The task:
Show every line of the data where the word "places" can be found.

(Records from a data collection)

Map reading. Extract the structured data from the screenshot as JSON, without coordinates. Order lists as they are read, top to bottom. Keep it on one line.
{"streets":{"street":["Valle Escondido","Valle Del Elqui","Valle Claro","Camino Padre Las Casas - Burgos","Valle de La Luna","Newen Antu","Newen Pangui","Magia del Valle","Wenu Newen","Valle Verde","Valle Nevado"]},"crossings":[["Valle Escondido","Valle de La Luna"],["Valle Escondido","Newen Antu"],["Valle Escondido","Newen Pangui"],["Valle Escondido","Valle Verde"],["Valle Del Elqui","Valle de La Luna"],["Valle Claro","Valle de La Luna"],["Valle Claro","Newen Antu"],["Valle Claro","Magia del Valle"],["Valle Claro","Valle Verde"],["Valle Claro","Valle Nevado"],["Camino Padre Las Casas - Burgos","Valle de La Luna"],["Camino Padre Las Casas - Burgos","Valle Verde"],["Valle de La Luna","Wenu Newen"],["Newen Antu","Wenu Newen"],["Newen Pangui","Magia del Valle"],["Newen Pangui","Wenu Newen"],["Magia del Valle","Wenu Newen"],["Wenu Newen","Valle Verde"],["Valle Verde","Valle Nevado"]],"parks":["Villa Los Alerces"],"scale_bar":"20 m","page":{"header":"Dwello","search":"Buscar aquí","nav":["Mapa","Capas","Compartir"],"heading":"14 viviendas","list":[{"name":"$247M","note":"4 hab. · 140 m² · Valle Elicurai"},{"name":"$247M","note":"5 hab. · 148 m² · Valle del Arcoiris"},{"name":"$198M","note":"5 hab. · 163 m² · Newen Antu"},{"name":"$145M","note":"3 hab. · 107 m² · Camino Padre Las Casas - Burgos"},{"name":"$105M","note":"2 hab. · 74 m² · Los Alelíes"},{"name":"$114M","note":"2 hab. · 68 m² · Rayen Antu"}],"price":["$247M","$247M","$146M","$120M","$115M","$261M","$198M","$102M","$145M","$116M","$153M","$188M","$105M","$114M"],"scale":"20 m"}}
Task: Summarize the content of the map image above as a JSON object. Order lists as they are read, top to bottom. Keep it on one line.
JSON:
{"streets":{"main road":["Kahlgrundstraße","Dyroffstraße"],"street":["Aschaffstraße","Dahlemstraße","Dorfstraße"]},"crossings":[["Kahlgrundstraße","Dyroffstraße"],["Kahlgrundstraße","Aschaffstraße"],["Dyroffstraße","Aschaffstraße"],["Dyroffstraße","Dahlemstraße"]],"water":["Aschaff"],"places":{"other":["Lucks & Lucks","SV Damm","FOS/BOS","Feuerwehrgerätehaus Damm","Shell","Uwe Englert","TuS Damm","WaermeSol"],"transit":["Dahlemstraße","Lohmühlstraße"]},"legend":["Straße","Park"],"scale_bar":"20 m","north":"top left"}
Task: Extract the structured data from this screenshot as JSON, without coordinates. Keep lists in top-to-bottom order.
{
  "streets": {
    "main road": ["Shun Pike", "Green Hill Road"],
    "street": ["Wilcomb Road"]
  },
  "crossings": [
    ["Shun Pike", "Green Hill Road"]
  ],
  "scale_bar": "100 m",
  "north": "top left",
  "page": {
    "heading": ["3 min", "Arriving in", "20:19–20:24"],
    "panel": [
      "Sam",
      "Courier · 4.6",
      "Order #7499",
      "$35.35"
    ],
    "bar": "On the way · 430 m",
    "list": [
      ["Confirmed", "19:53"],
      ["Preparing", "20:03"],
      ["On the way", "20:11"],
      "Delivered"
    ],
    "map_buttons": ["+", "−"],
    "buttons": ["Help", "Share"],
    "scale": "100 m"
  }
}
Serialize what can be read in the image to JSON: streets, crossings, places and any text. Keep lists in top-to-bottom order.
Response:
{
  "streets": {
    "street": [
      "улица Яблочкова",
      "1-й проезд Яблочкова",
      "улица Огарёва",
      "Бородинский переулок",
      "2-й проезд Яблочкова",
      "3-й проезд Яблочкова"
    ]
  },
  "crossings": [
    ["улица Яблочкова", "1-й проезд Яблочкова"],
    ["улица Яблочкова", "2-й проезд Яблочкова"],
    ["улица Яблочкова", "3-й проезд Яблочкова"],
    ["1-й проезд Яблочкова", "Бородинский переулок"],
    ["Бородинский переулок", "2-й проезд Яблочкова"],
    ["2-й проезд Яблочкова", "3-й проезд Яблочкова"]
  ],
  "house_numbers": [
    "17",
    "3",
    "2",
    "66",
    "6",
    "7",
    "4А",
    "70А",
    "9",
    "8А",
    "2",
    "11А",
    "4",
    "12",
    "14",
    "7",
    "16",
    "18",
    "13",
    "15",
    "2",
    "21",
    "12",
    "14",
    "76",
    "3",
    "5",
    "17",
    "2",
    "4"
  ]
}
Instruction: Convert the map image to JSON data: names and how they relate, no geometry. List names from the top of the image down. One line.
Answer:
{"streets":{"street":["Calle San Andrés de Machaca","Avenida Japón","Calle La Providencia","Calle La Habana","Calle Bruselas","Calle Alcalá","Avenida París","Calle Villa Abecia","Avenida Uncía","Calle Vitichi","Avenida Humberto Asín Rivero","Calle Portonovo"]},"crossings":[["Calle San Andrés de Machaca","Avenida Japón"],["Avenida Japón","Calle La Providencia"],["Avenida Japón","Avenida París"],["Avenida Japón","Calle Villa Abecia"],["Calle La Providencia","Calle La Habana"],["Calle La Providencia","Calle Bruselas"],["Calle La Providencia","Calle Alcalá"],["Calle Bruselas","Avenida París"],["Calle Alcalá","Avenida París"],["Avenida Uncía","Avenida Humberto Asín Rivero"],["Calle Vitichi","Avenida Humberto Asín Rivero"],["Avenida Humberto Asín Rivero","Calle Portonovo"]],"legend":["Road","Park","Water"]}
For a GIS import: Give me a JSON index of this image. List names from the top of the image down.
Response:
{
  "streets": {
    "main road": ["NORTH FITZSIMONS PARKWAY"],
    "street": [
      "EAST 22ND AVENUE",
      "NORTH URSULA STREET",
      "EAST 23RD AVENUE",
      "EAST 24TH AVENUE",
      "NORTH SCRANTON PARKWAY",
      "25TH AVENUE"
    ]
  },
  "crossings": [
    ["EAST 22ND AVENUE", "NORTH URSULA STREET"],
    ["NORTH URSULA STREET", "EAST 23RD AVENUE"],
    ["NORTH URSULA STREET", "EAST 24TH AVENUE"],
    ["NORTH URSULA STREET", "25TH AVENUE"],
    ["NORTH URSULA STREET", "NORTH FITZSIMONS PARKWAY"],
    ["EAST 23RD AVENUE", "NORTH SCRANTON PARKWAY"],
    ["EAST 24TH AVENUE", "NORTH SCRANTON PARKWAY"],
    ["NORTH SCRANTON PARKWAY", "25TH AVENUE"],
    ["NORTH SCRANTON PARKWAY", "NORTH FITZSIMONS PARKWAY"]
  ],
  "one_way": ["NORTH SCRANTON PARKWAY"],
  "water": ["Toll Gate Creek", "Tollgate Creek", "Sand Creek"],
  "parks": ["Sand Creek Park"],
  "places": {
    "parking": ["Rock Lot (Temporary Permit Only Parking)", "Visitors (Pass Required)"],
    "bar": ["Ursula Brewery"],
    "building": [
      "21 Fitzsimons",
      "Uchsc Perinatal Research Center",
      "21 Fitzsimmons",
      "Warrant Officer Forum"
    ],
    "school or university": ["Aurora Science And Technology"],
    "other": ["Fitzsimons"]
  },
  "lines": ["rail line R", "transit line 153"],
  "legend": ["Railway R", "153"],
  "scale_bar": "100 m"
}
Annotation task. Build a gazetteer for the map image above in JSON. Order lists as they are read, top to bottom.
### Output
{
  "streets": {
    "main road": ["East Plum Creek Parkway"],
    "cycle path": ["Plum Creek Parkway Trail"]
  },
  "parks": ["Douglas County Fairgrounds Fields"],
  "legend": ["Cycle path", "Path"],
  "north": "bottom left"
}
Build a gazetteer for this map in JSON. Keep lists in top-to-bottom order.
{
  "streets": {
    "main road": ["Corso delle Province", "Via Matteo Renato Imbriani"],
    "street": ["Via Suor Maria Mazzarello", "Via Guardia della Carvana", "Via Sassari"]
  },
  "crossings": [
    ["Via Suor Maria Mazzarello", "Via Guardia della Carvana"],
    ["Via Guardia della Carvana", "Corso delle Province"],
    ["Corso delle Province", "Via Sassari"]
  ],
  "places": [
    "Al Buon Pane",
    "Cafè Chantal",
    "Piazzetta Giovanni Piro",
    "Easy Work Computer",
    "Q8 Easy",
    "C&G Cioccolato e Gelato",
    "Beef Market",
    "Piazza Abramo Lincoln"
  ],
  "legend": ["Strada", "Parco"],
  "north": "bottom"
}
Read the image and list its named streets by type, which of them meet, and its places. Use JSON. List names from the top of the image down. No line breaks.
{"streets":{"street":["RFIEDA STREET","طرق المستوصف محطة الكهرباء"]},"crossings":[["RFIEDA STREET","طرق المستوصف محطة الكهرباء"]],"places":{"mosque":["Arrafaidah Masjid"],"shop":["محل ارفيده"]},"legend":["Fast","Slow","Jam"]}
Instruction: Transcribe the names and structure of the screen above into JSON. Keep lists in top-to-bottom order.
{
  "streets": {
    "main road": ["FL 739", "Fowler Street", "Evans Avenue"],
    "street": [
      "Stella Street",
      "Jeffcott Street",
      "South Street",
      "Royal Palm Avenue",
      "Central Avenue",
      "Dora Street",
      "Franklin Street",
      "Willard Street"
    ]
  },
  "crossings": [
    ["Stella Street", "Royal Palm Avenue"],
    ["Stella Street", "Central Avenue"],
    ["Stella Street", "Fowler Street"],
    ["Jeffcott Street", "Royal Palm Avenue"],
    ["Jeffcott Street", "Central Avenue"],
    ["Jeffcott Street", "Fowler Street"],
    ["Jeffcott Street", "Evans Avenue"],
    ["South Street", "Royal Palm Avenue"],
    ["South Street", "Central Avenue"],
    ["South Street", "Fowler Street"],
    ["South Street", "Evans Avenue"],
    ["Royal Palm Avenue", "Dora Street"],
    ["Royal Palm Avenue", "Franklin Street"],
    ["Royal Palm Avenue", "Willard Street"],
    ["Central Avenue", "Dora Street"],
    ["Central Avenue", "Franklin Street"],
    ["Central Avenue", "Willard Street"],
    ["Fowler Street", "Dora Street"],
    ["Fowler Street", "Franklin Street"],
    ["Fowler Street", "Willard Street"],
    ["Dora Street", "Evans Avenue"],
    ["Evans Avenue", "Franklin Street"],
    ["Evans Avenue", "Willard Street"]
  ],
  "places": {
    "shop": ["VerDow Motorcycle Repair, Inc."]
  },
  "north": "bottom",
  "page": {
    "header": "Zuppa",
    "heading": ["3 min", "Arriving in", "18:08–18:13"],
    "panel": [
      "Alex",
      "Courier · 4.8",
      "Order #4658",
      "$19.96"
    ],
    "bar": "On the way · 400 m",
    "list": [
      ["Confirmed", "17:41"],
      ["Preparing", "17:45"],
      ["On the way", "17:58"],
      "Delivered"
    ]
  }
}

Finished exercise:
{"streets":{"main road":["Kahlgrundstraße","Dyroffstraße"],"street":["Aschaffstraße","Dahlemstraße","Dorfstraße"]},"crossings":[["Kahlgrundstraße","Dyroffstraße"],["Kahlgrundstraße","Aschaffstraße"],["Dyroffstraße","Aschaffstraße"],["Dyroffstraße","Dahlemstraße"]],"water":["Aschaff"],"places":{"other":["Lucks & Lucks","SV Damm","FOS/BOS","Feuerwehrgerätehaus Damm","Shell","Uwe Englert","TuS Damm","WaermeSol"],"transit":["Dahlemstraße","Lohmühlstraße"]},"legend":["Straße","Park"],"scale_bar":"20 m","north":"top left"}
Serialize what can be read in the image to JSON: streets, crossings, places and any text. Keep lists in top-to-bottom order.
  "places": {
  "places": [
Read the image and list its named streets by type, which of them meet, and its places. Use JSON. List names from the top of the image down. No line breaks.
{"streets":{"street":["RFIEDA STREET","طرق المستوصف محطة الكهرباء"]},"crossings":[["RFIEDA STREET","طرق المستوصف محطة الكهرباء"]],"places":{"mosque":["Arrafaidah Masjid"],"shop":["محل ارفيده"]},"legend":["Fast","Slow","Jam"]}
  "places": {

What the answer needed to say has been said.